Equitable Development Brownfield Toolkit - Policy Link
Equitable Development Tools - Groundwork USA
Equitable Development and Environmental Justice - EPA
Equitable, Healthy, and Sustainable Communities - EPA
Healthfields: Creating healthy communities and improving neighborhoods at the same time
Projects completed by local health departments
The OHA-Brownfield Initiative funded the following capacity building pilot projects
From 2011 to 2018 the Let Us Build Cully Park! coalition worked with the OHA-Brownfield Initiative and the NW Region Brownfields Program in the Department of Environmental Quality to assess and redevelop a former landfill located in the Cully neighborhood of northeast Portland.
- Cully Park: Improving health through community partnerships provides an account of the community engagement and educational process for the site assessment phase of this project.
- Cully Park Health Consultation report and summary available in English, Spanish, and Somali languages.
- The Cully Park Community Health Indicators Report, (Spanish) and summaries available in English, Spanish and Somali.
- The first phase of Cully Park development includes a community garden (video), a playground (video), a tribal plant gathering garden (video), a basketball court, a youth soccer field, a picnic area, an off-leash dog area and walking fitness trails. Parking and pedestrian access improvement efforts are also underway.

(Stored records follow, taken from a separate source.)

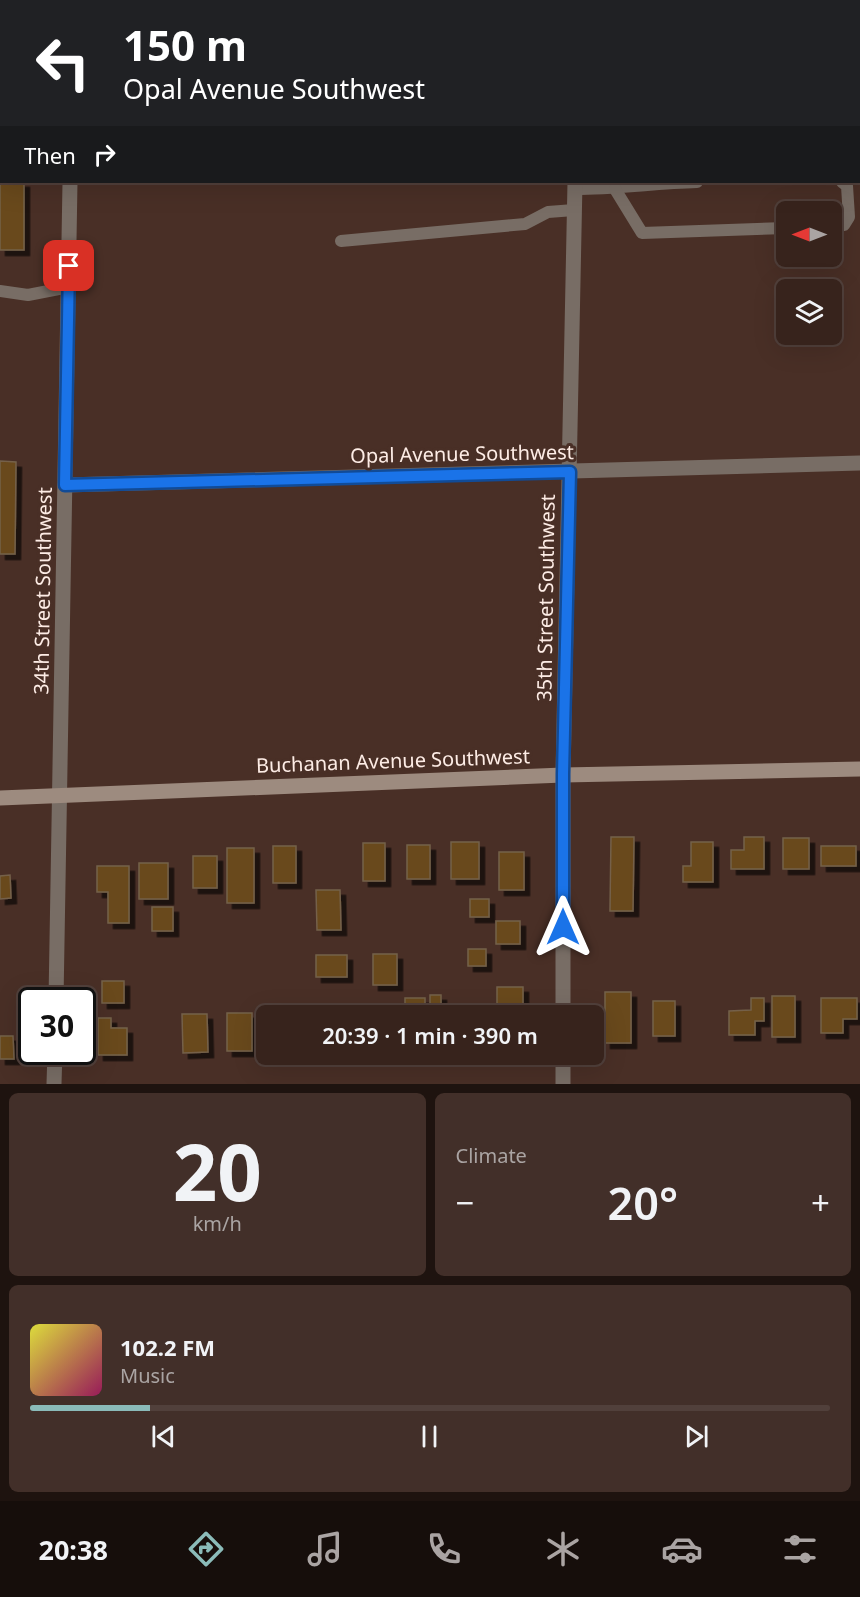 <!DOCTYPE html>
<html lang="en">
<head>
<meta charset="utf-8">
<style>
	body { margin:0; font-family:"Noto Sans",sans-serif; background:#422f29; color:#f1f3f6; height:100vh; display:flex; flex-direction:column; font-size:22px; white-space:nowrap }
	* { box-sizing:border-box; margin:0 }
	p { font-size:20px; color:#aaa4a3 }
	.icon { flex:none; width:33px; height:33px; fill:none; stroke:currentColor; stroke-width:2; stroke-linecap:round; stroke-linejoin:round }
	.map { position:relative; height:1084px; overflow:hidden }
	.side { display:flex; flex-direction:column; gap:9px; padding:9px; background:#1e130f; flex:1 }
	.side>* { flex:none }
	.guide { position:absolute; left:0px; top:0px; width:861px; height:183px; box-shadow:0 6px 24px #0002,0 0 0 2px #51403b; background:#202124; color:#fff; overflow:hidden }
	.needle { width:39px; rotate:270deg }
	.controls { position:absolute; left:776px; top:201px; display:grid; gap:12px }
	.controls a { display:grid; place-items:center; width:66px; height:66px; border-radius:9px; background:#37231c; box-shadow:0 6px 24px #0002,0 0 0 2px #51403b; font-size:30px }
	.speed { position:absolute; left:18px; top:987px; display:flex; gap:12px; font-size:30px; font-weight:700; text-align:center }
	.speed>* { display:grid; place-content:center; width:78px; height:78px; border-radius:50%; background:#37231c; box-shadow:0 6px 24px #0002,0 0 0 2px #51403b; line-height:1 }
	.speed .limit { border:3px solid #111; border-radius:9px; background:#fff; color:#111 }
	.pin { position:absolute; display:grid; place-items:center; width:51px; height:51px; color:#fff; margin:-26px; border-radius:12px; box-shadow:0 3px 9px #0006 }
	.me { position:absolute; width:66px; margin:-33px; rotate:0deg; stroke-linejoin:round; filter:drop-shadow(0 0 4px #0008) }
	.turn { display:flex; align-items:center; gap:21px; height:126px; padding:0 24px; font-size:27px }
	.turn .icon { width:78px; height:78px; stroke-width:2.5 }
	.turn b { display:block; font-size:42px; line-height:51px }
	.then { display:flex; align-items:center; height:57px; padding:0 24px; background:#0003; gap:12px; font-size:22px }
	.big { font-size:45px; font-weight:600; line-height:1.1 }
	.side .tile { flex:1; display:flex; flex-direction:column; justify-content:center; gap:9px; min-width:0; padding:0 21px; border-radius:9px; background:#422f29 }
	.side .dial { align-items:center; gap:0 }
	.dial b { font-size:78px; line-height:1 }
	.song { display:flex; align-items:center; gap:18px }
	.cover { width:72px; height:72px; border-radius:9px; background:linear-gradient(135deg,hsl(60 70% 55%),hsl(330 70% 35%)) }
	.played { height:6px; border-radius:3px; background:linear-gradient(90deg,#8bbbb9 15%,#51403b 15%) }
	.keys { display:flex; justify-content:space-around; direction:ltr }
	.heat { display:flex; justify-content:space-between; align-items:center; font-size:33px; direction:ltr }
	.side .tiles { flex:1; display:grid; gap:9px; grid-template-columns:1fr 1fr }
	.tile:last-child { grid-column:span 2 }
	.trip { position:absolute; left:256px; top:1005px; width:348px; height:60px; border-radius:9px; background:#37231c; box-shadow:0 6px 24px #0002,0 0 0 2px #51403b; font-weight:600; line-height:60px; text-align:center }
	.menu { display:flex; height:96px; justify-content:space-around; align-items:center; background:#160e0b; color:#aaa4a3 }
	.menu .icon { width:42px; height:42px }
	.menu .active { color:#8bbbb9 }
	.menu b { font-size:27px; color:#f1f3f6 }
	.map>svg:first-child { display:block }
</style>
</head>
<body>
<div class="map">
<svg width="860" height="1084" viewBox="0 0 860 1084">
	<defs>
		<filter id="shadow"><feDropShadow dx="5.5" dy="5.5" stdDeviation="0" flood-color="#0009"/></filter>
	</defs>
	<rect width="100%" height="100%" fill="#492f26"/>
	<g fill="#69481b" stroke="#74614a" stroke-width="1.5" filter="url(#shadow)">
		<polygon points="0,0 25,0 2,2 2,182 24,182 24,250 0,250"/>
		<polygon points="685,0 860,0 860,152 860,2 685,2"/>
		<polygon points="0,461 16,462 15,554 0,554"/>
		<polygon points="611,837 634,837 633,911 610,911"/>
		<polygon points="744,837 764,837 764,869 731,869 731,850 744,850"/>
		<rect x="783" y="838" width="26" height="31"/>
		<rect x="451" y="842" width="28" height="37"/>
		<polygon points="691,842 713,842 713,882 683,882 683,866 691,866"/>
		<rect x="363" y="843" width="22" height="38"/>
		<rect x="407" y="845" width="23" height="34"/>
		<rect x="273" y="846" width="23" height="37"/>
		<rect x="821" y="846" width="35" height="20"/>
		<rect x="227" y="848" width="27" height="55"/>
		<rect x="499" y="852" width="25" height="38"/>
		<rect x="193" y="856" width="24" height="32"/>
		<rect x="139" y="863" width="29" height="36"/>
		<polygon points="97,866 129,866 129,923 108,923 108,892 97,892"/>
		<polygon points="10,875 11,898 0,899 0,876"/>
		<polygon points="316,890 340,890 341,930 317,930"/>
		<rect x="470" y="899" width="19" height="18"/>
		<rect x="152" y="907" width="21" height="24"/>
		<rect x="496" y="921" width="24" height="23"/>
		<rect x="468" y="949" width="18" height="17"/>
		<rect x="373" y="954" width="24" height="31"/>
		<rect x="316" y="955" width="31" height="22"/>
		<rect x="102" y="981" width="22" height="22"/>
		<rect x="497" y="987" width="26" height="29"/>
		<rect x="605" y="992" width="26" height="51"/>
		<rect x="430" y="995" width="11" height="15"/>
		<rect x="772" y="996" width="23" height="41"/>
		<rect x="405" y="998" width="20" height="18"/>
		<polygon points="751,998 764,998 764,1021 755,1021 755,1035 729,1035 729,1011 751,1010"/>
		<polygon points="821,998 857,998 857,1019 843,1019 843,1033 821,1033"/>
		<rect x="653" y="1001" width="22" height="35"/>
		<rect x="318" y="1008" width="24" height="8"/>
		<rect x="358" y="1010" width="24" height="6"/>
		<rect x="227" y="1013" width="25" height="38"/>
		<polygon points="182,1014 207,1014 208,1052 183,1053"/>
		<polygon points="98,1018 111,1018 111,1028 127,1028 127,1055 98,1055"/>
		<polygon points="0,1036 13,1036 14,1059 0,1059"/>
	</g>
	<g fill="none" stroke-linecap="round" stroke-linejoin="round">
		<g stroke="#786d65" stroke-width="12">
			<polyline points="413,0 413,2"/>
			<polyline points="651,0 652,2"/>
			<path d="M575,189C616,189 656,183 697,182"/>
			<polyline points="615,189 642,233 786,228"/>
			<polyline points="831,226 844,225 849,217 847,186 842,182"/>
			<polyline points="341,241 525,224 548,212 574,210"/>
			<polyline points="0,291 28,295 69,287"/>
		</g>
		<g stroke="#786d65" stroke-width="15">
			<polyline points="72,0 80,0"/>
			<polyline points="578,2 578,0"/>
			<polyline points="65,485 860,463"/>
			<polyline points="56,1000 70,182"/>
			<polyline points="563,1016 563,775 575,182"/>
			<polyline points="563,1054 563,1084"/>
			<polyline points="54,1084 55,1052"/>
		</g>
		<polyline stroke="#9d8b7f" stroke-width="15" points="0,798 563,775 860,769"/>
	</g>
	<g fill="none" stroke-linecap="round" stroke-linejoin="round">
		<defs>
			<polyline id="route" points="69,266 65,485 570,472 563,774 563,927"/>
		</defs>
		<use href="#route" stroke="#114b97" stroke-width="15"/>
		<use href="#route" stroke="#1a73e8" stroke-width="10"/>
	</g>
	<g text-anchor="middle" stroke-width="6" stroke-linejoin="round" paint-order="stroke">
		<g font-size="20" fill="#fdece5" stroke="#492f26">
			<text transform="translate(462 454) rotate(-1)" y="7">Opal Avenue Southwest</text>
			<text transform="translate(43 591) rotate(-89)" y="7">34th Street Southwest</text>
			<text transform="translate(546 598) rotate(-89)" y="7">35th Street Southwest</text>
			<text transform="translate(393 761) rotate(-2)" y="7">Buchanan Avenue Southwest</text>
		</g>
	</g>
</svg>
<div class="controls">
<a><svg class="needle" viewBox="-14 -14 28 28"><path d="M0-13l5 13h-10z" fill="#e53935"/><path d="M0 13l5-13h-10z" fill="#aaa4a3"/></svg></a>
<a><svg class="icon" aria-label="layers" viewBox="0 0 24 24"><path d="M12 4l9 5-9 5-9-5zM3 14l9 5 9-5"/></svg></a>
</div>
<div class="speed"><div class="limit">30</div></div>
<div class="pin" style="left:69px;top:266px;background:#d93025"><svg class="icon" aria-label="arrive" viewBox="0 0 24 24"><path d="M6 21V4h12l-3 4 3 4H6"/></svg></div>
<svg class="me" style="left:563px;top:927px" viewBox="-20 -20 40 40"><path d="M0-17L14 15 0 8-14 15z" fill="#1a73e8" stroke="#fff" stroke-width="4"/></svg>
<div class="trip">20:39 · 1 min · 390 m</div>
<div class="guide">
<div class="turn"><svg class="icon" aria-label="left" viewBox="0 0 24 24"><path d="M17 20v-9H6M10 6l-5 5 5 5"/></svg><div><b>150 m</b>Opal Avenue Southwest</div></div>
<div class="then">Then<svg class="icon" aria-label="right" viewBox="0 0 24 24"><path d="M7 20v-9h11M14 6l5 5-5 5"/></svg></div>
</div>
</div>
<section class="side">
<div class="tiles">
<div class="tile dial"><b>20</b><p>km/h</p></div>
<div class="tile"><p>Climate</p>
<div class="heat"><a>−</a><b class="big">20°</b><a>+</a></div>
</div>
<div class="tile">
<div class="song"><i class="cover"></i><div><b>102.2 FM</b><p>Music</p></div></div>
<div class="played"></div>
<div class="keys"><svg class="icon" aria-label="previous" viewBox="0 0 24 24"><path d="M18 5L8 12l10 7zM5 5v14"/></svg><svg class="icon" aria-label="pause" viewBox="0 0 24 24"><path d="M8 5v14M16 5v14"/></svg><svg class="icon" aria-label="next" viewBox="0 0 24 24"><path d="M6 5l10 7-10 7zM19 5v14"/></svg></div>
</div>
</div>
</section>
<nav class="menu">
<b>20:38</b>
<svg class="icon active" aria-label="directions" viewBox="0 0 24 24"><path d="M12 3l9 9-9 9-9-9zM9 14v-3h6M13 9l2 2-2 2"/></svg>
<svg class="icon" aria-label="music" viewBox="0 0 24 24"><path d="M9 18V5l10-2v13"/><circle cx="6" cy="18" r="3"/><circle cx="16" cy="16" r="3"/></svg>
<svg class="icon" aria-label="phone" viewBox="0 0 24 24"><path d="M5 4h4l2 5-3 2q2 4 5 5l2-3 5 2v4C11 20 4 13 5 4z"/></svg>
<svg class="icon" aria-label="climate" viewBox="0 0 24 24"><path d="M12 3v18M4 7l16 10M4 17L20 7"/></svg>
<svg class="icon" aria-label="car" viewBox="0 0 24 24"><path d="M5 17H2v-5l4-1 3-4h7l3 4 3 1v5h-3M9 17h6M6 11h13"/><circle cx="7" cy="17" r="2"/><circle cx="17" cy="17" r="2"/></svg>
<svg class="icon" aria-label="filters" viewBox="0 0 24 24"><path d="M4 7h16M4 17h16"/><circle cx="9" cy="7" r="2"/><circle cx="15" cy="17" r="2"/></svg>
</nav>
</body>
</html>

Linnton Action Model Project
Federal, state and local government, private industry, community-serving organizations and community residents joined together to pilot the ATSDR Action Model in the Linnton neighborhood - located within industrial northwest Portland. The pilot project was an opportunity for government, industry and local residents to explore concerns about environmental conditions in the area, and to promote health through neighborhood-level changes.
- The ATSDR Action Model provided the platform for re-establishing trusting relationships between neighborhood residents and the government agencies.
- The Linnton Health Fair event connected Linnton residents to health care service providers, free or reduced cost blood-lead level testing, and environmental, health and municipal organizations and agencies that serve the community.
- The EPA funded Vision to Action effort provided a hands-on way for Linnton residents to come together and imagine a healthier community. Linnton residents created a series of drawings that depict their vision of possibilities for redevelopment including the former mill site, promoting recreation along the river, connecting the community through infrastructure improvements that promote physical activity, and creating safe spaces for community gatherings.
- The Linnton Photovoice project shares perspectives of neighbors about brownfield redevelopment and health through photography. The resulting collection travels the city as an exhibit to raise awareness of how health can be promoted through brownfield redevelopment.